### ASSIGNMENT
Output the data that follows exactly, line for line.

*** THE DATA Section Begins ***

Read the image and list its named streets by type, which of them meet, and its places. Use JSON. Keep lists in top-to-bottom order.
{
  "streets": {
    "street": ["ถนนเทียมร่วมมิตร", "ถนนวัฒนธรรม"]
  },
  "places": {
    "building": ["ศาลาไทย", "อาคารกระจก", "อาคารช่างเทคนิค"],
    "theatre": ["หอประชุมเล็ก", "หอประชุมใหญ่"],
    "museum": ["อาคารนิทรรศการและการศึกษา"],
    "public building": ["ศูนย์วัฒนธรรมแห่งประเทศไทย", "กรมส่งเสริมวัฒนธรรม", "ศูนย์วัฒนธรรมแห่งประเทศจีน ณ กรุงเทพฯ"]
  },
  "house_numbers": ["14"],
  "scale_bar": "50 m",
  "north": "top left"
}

*** THE DATA Section Ends ***

### RESULT BELOW
Read the image and list its named streets by type, which of them meet, and its places. Use JSON. Keep lists in top-to-bottom order.
{
  "streets": {
    "street": ["ถนนเทียมร่วมมิตร", "ถนนวัฒนธรรม"]
  },
  "places": {
    "building": ["ศาลาไทย", "อาคารกระจก", "อาคารช่างเทคนิค"],
    "theatre": ["หอประชุมเล็ก", "หอประชุมใหญ่"],
    "museum": ["อาคารนิทรรศการและการศึกษา"],
    "public building": ["ศูนย์วัฒนธรรมแห่งประเทศไทย", "กรมส่งเสริมวัฒนธรรม", "ศูนย์วัฒนธรรมแห่งประเทศจีน ณ กรุงเทพฯ"]
  },
  "house_numbers": ["14"],
  "scale_bar": "50 m",
  "north": "top left"
}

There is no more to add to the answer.